#### [WORK TO BE COMPLETED]
An exact copy of the data is needed, one that excludes all pictures.
==========
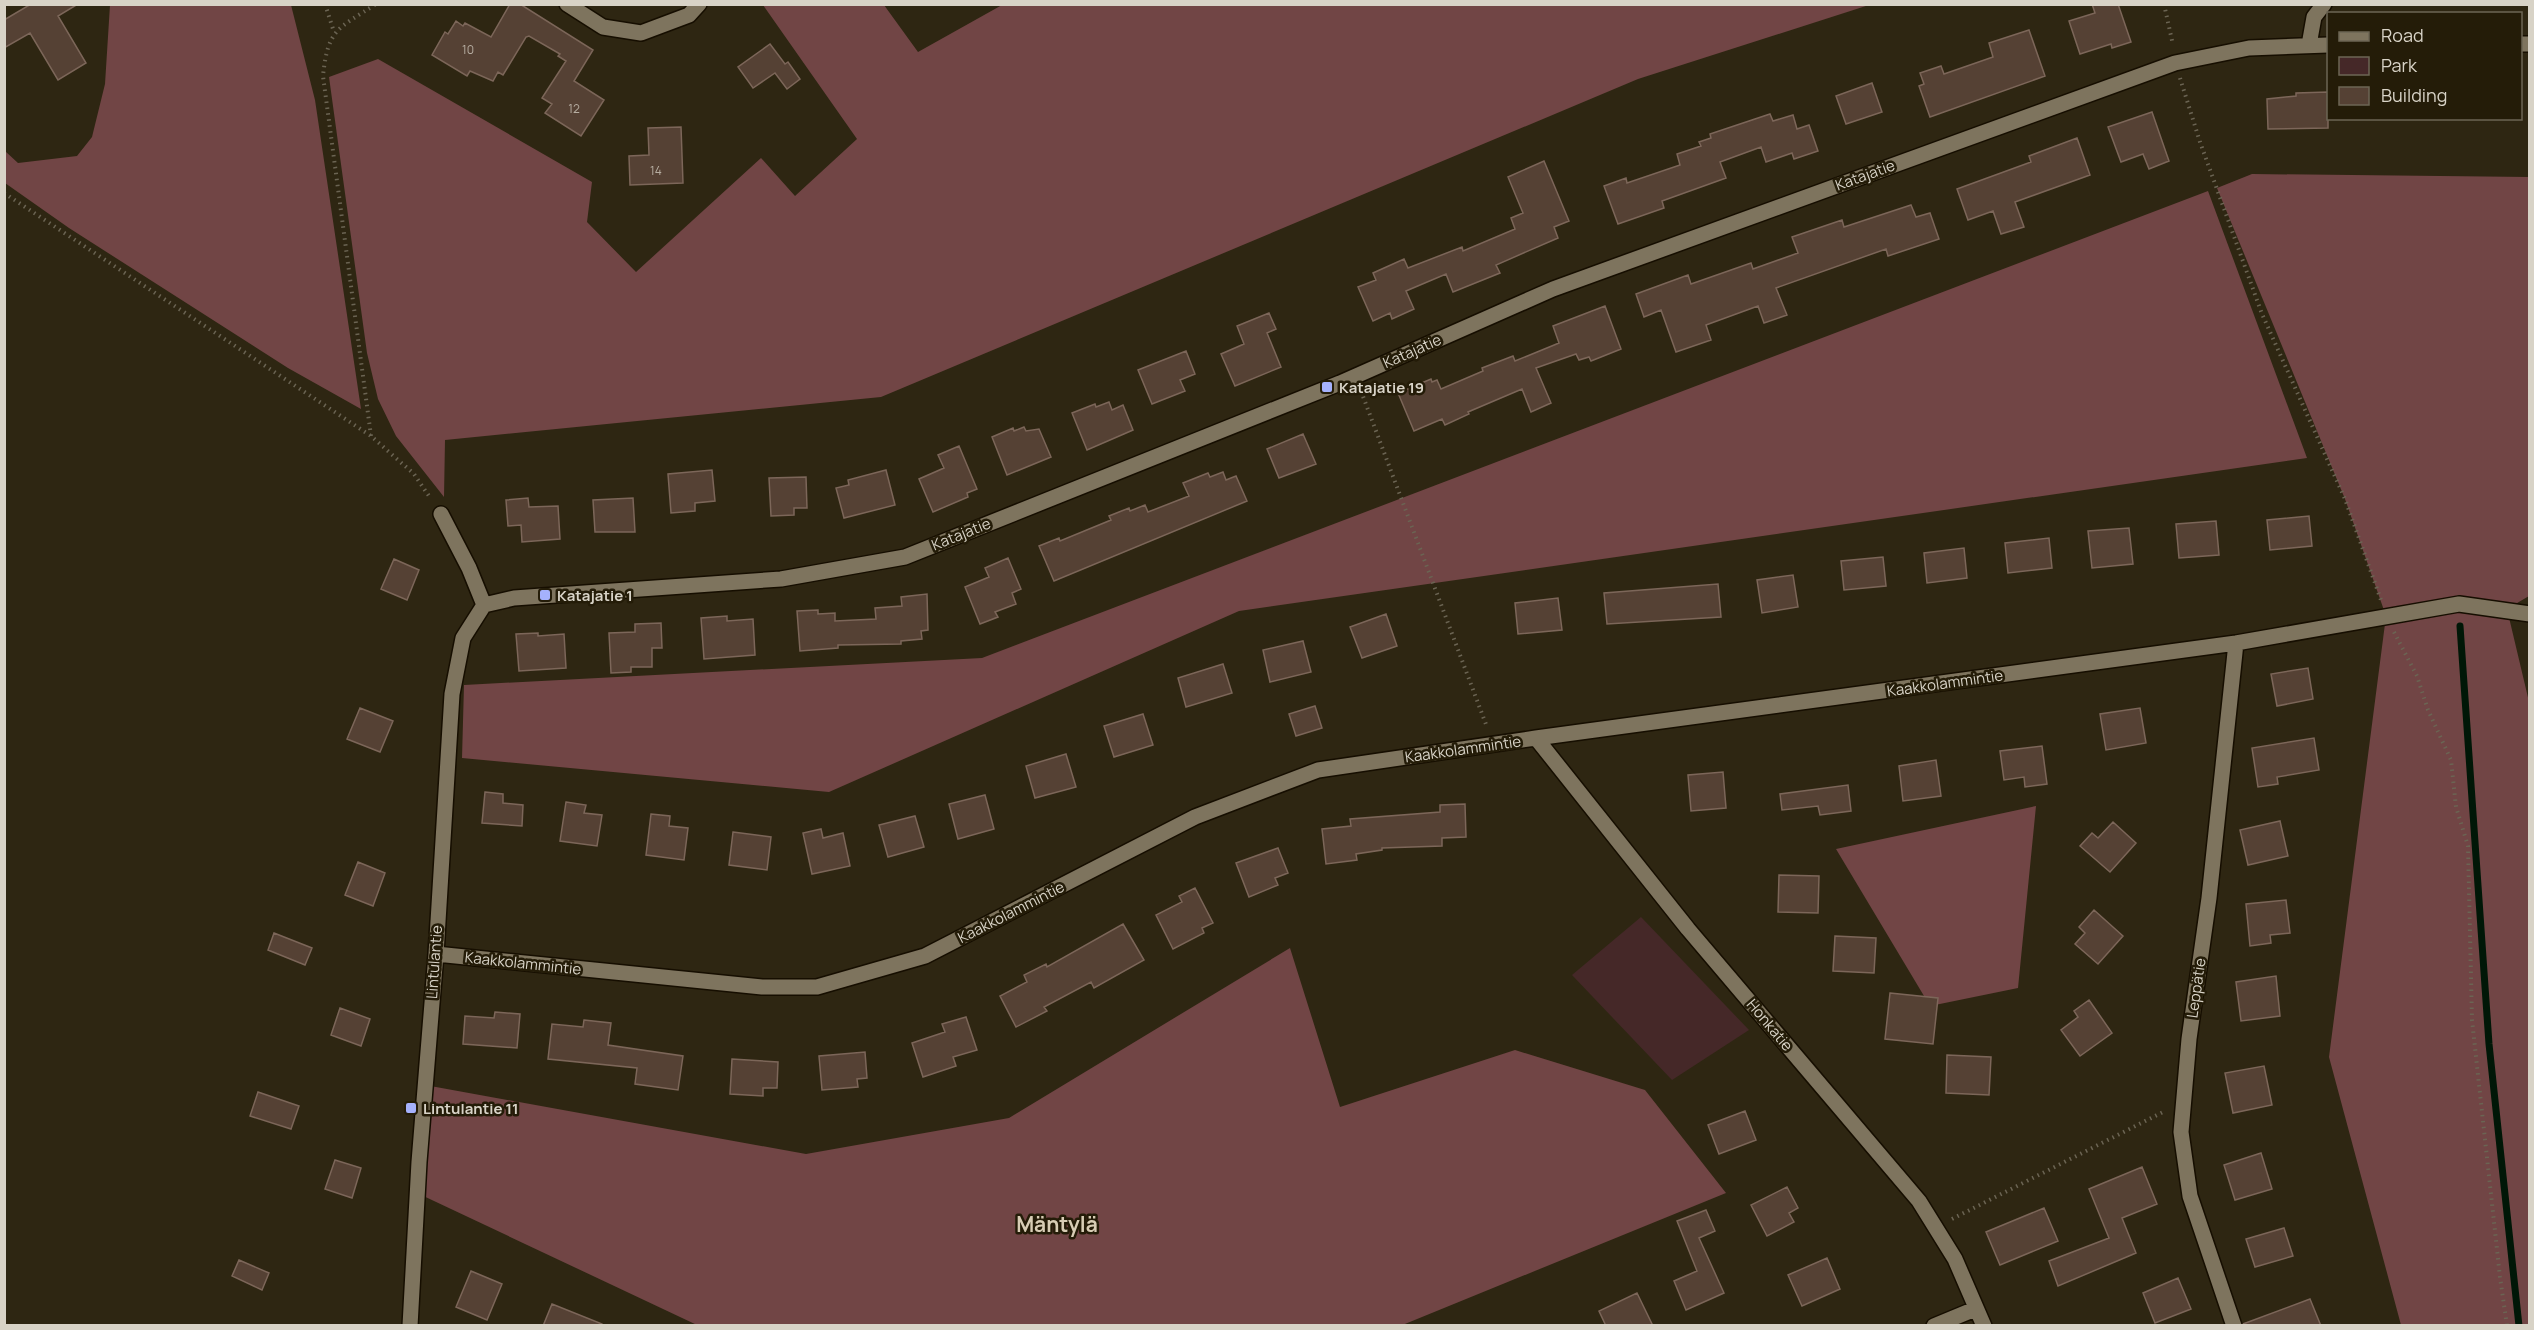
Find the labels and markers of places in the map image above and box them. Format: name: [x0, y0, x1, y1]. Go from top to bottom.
place label: Katajatie 19: [1339, 377, 1424, 398]
marker: Katajatie 19: [1320, 380, 1334, 394]
place label: Katajatie 1: [557, 585, 633, 606]
marker: Katajatie 1: [538, 588, 552, 602]
place label: Lintulantie 11: [423, 1098, 519, 1119]
marker: Lintulantie 11: [404, 1101, 418, 1115]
==========
#### [YOUR SOLUTION]
Find the labels and markers of places in the map image above and box them. Format: name: [x0, y0, x1, y1]. Go from top to bottom.
place label: Katajatie 19: [1339, 377, 1424, 398]
marker: Katajatie 19: [1320, 380, 1334, 394]
place label: Katajatie 1: [557, 585, 633, 606]
marker: Katajatie 1: [538, 588, 552, 602]
place label: Lintulantie 11: [423, 1098, 519, 1119]
marker: Lintulantie 11: [404, 1101, 418, 1115]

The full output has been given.